Question

In the circuit diagram of Zener diode as shown in figure, when the value of \[{V_0}\] is \[8\] volt, the current through the Zener diode is \[{i_1}\] and when \[{V_0}\] is \[16\] volt, the corresponding current is \[{i_2}\] . Find the value of ( \[{i_1} - {i_2}\] ). Zener breakdown voltage \[{V_2}\] equals \[6\,{\text{V}}\] .

A. Zero
B. \[5.0\,{\text{mA}}\]
C. \[1.5\,{\text{mA}}\]
D. \[8\,{\text{mA}}\]

Answer 1

Hint: First of all, we will draw the circuit for the two cases. One is for \[8\] volt and the other is for \[16\] volt. After that we will use Ohm’s law to find the current flowing through the load followed by Zener diode for the two cases. Lastly, we subtract the magnitudes of currents as directed.

Formula used:
Ohm’s law is given as:
\[i = \dfrac{V}{R}\] …… (1)
Where,
\[i\] indicates the current.
\[V\] indicates voltage.
\[R\] indicates resistance.

Complete step by step answer:
In the given question, we are supplied with the following data:
A Zener diode is connected as shown in the figure in the question.The current through the Zener diode is \[{i_1}\] when the value of \[{V_0}\] is \[8\] volt.Again, the current through the Zener diode is \[{i_2}\] when the value of \[{V_0}\] is \[16\] volt. We are asked to find the value of the current ( \[{i_1} - {i_2}\] ).We are also given that Zener breakdown voltage \[{V_2}\] equals \[6\,{\text{V}}\] .

To begin with, we will draw the diagrams. For the first case, for the voltage of \[8\] volt and we will try to find out the value of \[{i_1}\] .

There is a property of Zener breakdown, for which the voltage across the Zener diode will be \[6\] volt.
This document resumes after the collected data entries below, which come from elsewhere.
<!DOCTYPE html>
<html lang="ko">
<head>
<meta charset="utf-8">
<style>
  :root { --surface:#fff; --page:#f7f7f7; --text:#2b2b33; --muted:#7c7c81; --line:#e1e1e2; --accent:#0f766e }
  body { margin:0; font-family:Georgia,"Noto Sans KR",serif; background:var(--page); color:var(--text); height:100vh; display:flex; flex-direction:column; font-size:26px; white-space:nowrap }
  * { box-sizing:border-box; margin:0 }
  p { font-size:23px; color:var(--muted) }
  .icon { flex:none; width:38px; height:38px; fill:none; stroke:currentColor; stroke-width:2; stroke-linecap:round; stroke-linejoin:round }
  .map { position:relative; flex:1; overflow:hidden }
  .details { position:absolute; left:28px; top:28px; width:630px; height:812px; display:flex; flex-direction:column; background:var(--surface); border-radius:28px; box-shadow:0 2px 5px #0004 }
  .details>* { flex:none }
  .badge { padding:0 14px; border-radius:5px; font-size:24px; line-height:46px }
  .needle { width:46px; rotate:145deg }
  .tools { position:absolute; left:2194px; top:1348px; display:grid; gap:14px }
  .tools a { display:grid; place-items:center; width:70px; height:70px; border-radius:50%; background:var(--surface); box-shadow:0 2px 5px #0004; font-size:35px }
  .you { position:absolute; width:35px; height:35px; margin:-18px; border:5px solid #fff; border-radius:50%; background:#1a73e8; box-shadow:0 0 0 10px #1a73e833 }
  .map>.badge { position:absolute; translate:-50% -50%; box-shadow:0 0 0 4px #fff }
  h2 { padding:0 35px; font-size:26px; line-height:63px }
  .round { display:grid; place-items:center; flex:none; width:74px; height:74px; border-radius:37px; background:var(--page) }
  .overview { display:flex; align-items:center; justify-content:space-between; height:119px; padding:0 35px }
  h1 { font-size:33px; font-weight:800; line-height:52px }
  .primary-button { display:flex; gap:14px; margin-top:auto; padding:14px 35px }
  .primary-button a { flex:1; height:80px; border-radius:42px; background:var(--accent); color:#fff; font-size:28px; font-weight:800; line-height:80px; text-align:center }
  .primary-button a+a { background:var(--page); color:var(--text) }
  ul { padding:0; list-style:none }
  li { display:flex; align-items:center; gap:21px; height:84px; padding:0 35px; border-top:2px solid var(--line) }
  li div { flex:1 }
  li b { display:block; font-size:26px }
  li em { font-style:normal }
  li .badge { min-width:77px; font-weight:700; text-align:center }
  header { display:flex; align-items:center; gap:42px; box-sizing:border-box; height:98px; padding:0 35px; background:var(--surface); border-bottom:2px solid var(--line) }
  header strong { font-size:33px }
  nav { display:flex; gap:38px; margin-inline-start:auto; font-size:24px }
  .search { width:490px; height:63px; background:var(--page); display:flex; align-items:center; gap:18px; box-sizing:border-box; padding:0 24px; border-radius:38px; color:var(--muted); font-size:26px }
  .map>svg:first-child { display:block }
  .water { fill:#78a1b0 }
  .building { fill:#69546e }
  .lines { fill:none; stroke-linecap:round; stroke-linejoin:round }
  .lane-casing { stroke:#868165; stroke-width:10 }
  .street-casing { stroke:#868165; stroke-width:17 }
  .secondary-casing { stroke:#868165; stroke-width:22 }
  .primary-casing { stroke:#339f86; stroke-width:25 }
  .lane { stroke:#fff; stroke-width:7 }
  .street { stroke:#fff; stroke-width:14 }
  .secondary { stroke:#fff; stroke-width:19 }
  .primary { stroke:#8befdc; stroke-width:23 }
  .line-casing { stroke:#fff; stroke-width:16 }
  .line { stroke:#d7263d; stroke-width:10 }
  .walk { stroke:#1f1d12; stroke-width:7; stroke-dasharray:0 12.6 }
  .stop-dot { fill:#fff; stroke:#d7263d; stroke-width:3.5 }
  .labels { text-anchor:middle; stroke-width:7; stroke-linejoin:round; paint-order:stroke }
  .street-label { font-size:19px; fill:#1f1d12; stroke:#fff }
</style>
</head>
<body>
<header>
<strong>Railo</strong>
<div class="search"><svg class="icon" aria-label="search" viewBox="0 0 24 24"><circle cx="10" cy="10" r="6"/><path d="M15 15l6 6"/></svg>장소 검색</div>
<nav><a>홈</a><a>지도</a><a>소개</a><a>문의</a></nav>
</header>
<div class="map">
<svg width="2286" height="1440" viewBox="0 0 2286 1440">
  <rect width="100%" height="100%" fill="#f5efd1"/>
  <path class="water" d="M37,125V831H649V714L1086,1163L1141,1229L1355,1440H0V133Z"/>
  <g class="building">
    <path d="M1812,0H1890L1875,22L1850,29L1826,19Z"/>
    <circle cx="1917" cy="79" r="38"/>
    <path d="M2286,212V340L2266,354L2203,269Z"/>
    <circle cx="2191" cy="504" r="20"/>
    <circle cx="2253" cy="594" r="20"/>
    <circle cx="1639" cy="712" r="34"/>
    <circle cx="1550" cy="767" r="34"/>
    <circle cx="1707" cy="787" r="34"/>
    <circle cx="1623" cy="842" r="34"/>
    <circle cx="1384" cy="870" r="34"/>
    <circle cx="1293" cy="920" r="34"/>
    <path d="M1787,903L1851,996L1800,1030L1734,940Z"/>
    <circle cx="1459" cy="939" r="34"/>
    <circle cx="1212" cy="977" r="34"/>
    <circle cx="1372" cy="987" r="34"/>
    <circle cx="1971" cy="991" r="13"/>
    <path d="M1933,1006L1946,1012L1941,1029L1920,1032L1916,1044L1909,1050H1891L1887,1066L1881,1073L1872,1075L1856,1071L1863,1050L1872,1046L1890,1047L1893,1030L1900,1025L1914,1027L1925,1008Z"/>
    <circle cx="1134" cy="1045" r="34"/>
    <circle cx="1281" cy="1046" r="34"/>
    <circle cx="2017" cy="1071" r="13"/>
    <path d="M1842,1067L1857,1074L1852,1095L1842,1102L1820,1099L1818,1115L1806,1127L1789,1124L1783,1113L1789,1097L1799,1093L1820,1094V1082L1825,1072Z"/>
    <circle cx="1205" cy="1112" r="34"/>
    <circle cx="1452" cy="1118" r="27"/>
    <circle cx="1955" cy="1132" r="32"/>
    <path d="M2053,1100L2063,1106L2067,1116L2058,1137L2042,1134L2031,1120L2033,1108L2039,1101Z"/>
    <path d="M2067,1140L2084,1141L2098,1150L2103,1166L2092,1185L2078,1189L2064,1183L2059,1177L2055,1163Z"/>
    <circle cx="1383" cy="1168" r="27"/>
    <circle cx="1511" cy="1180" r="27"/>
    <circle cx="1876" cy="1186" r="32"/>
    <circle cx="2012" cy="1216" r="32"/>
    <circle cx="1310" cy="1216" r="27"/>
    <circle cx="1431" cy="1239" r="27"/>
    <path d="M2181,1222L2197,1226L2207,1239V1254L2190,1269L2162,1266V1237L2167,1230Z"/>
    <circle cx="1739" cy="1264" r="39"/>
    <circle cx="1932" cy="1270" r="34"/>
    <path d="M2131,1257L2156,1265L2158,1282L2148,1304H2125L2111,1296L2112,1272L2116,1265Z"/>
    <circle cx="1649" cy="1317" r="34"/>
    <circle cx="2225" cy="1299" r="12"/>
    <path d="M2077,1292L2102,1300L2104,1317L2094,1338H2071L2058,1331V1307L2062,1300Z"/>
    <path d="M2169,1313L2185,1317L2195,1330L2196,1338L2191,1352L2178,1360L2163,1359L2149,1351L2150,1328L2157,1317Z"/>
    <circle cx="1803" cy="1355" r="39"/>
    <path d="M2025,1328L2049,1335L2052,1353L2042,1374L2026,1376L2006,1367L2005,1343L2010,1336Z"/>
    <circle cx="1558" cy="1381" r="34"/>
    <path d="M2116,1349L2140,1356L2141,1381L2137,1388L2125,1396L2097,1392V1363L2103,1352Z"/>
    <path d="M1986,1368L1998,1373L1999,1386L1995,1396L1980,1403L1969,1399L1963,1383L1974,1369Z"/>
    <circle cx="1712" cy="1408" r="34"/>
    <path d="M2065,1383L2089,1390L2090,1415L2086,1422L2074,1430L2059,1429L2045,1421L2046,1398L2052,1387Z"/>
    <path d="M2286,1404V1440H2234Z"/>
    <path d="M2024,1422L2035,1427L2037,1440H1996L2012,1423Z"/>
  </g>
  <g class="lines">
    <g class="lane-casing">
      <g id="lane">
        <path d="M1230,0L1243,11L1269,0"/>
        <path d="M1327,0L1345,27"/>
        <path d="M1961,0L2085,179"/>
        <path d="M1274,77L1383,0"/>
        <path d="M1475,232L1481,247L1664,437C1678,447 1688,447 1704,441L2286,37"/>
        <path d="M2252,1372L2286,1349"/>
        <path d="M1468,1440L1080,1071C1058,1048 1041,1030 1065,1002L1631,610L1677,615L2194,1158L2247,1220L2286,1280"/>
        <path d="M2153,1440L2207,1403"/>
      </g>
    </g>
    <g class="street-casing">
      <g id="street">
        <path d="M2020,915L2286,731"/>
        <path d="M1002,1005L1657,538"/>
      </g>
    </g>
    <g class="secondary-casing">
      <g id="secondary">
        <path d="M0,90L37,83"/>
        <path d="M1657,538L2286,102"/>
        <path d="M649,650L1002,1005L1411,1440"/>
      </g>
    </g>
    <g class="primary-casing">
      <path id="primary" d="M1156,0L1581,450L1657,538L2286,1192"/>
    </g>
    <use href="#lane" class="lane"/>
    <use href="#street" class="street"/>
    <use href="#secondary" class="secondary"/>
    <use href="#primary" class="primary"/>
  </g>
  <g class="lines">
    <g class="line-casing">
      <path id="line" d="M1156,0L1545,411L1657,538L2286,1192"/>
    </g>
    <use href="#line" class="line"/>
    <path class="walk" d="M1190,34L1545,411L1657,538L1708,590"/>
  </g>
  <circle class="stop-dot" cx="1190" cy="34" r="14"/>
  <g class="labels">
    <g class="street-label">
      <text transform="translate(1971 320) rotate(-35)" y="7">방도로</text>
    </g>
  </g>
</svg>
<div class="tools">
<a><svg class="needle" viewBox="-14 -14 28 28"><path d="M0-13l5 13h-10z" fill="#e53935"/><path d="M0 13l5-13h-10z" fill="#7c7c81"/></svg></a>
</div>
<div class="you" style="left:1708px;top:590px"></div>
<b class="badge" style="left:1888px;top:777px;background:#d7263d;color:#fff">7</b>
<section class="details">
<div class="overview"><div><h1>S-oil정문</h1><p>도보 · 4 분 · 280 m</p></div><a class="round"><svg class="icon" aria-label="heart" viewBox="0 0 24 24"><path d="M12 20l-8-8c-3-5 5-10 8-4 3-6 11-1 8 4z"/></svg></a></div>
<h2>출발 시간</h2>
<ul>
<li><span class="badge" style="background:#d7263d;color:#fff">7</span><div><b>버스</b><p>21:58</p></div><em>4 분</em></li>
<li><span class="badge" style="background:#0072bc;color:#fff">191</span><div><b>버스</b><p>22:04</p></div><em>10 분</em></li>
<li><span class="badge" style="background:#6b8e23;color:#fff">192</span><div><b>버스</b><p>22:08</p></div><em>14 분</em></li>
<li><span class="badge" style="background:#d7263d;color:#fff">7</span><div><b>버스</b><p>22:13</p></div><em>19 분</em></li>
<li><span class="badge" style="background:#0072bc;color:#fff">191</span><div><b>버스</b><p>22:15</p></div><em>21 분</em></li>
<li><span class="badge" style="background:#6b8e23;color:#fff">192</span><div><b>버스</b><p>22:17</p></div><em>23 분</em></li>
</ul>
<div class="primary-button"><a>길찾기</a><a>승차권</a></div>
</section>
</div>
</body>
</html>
The current flowing through the Zener diode is \[I - i\] . The current flowing through the \[4\,{\text{k}}\Omega \] is \[i\] .Now, the current through the \[4\,{\text{k}}\Omega \] is:
$i = \dfrac{6}{{4 \times {{10}^3}}} \\
\Rightarrow i = 1.5 \times {10^{ - 3}}\,{\text{A}} \\
\Rightarrow i = 1.5\,{\text{mA}} \\$
The voltage across the \[1\,{\text{k}}\Omega \] resistor is:
$\left( {8 - 6} \right)\,{\text{V}} \\
\Rightarrow 2\,{\text{V}} \\$
So, the current flowing through the \[1\,{\text{k}}\Omega \] resistor is:
$I = \dfrac{2}{{1 \times {{10}^3}}} \\
\Rightarrow i = 2 \times {10^{ - 3}}\,{\text{A}} \\
\Rightarrow i = 2\,{\text{mA}} \\$
So,
${i_1} = I - i \\
\Rightarrow {i_1} = 2 - 1.5 \\
\Rightarrow {i_1} = 0.5\,{\text{mA}}$

For the second case,
For the voltage of \[16\] volt and we will try to find out the value of \[{i_2}\] .

The current through the \[4\,{\text{k}}\Omega \] resistor will remain the same which is \[1.5\,{\text{mA}}\] .The voltage across the \[1\,{\text{k}}\Omega \] resistor is:
$\left( {16 - 6} \right)\,{\text{V}} \\
\Rightarrow 10\,{\text{V}} \\$
So, the current flowing through the \[1\,{\text{k}}\Omega \] resistor is:
$I = \dfrac{{10}}{{1 \times {{10}^3}}} \\
\Rightarrow i = 10 \times {10^{ - 3}}\,{\text{A}} \\
\Rightarrow i = 10\,{\text{mA}} \\$
So,
${i_2} = I - i \\
\Rightarrow {i_2} = 10 - 1.5 \\
\Rightarrow {i_2} = 8.5\,{\text{mA}} \\$
Now, we can find the difference of the currents for the two different voltages.
${i_2} - {i_1} \\
\Rightarrow 8.5 - 0.5 \\
\therefore 8\,{\text{mA}} $
Hence, the answer is \[8\,{\text{mA}}\] .

The correct option is D.

Note:While solving the problem, we should remember that the breakdown voltage of an insulator is the minimal voltage that allows a component of an insulator to become electrically conductive. The breakdown voltage is the minimum reverse voltage for diodes that lets the diode conduct in reverse appreciably. In this problem, most of the students fail to assign the voltage of \[{\text{6}}\] volts to the Zener diode. It is because the Zener breakdown occurs at \[{\text{6}}\] volts.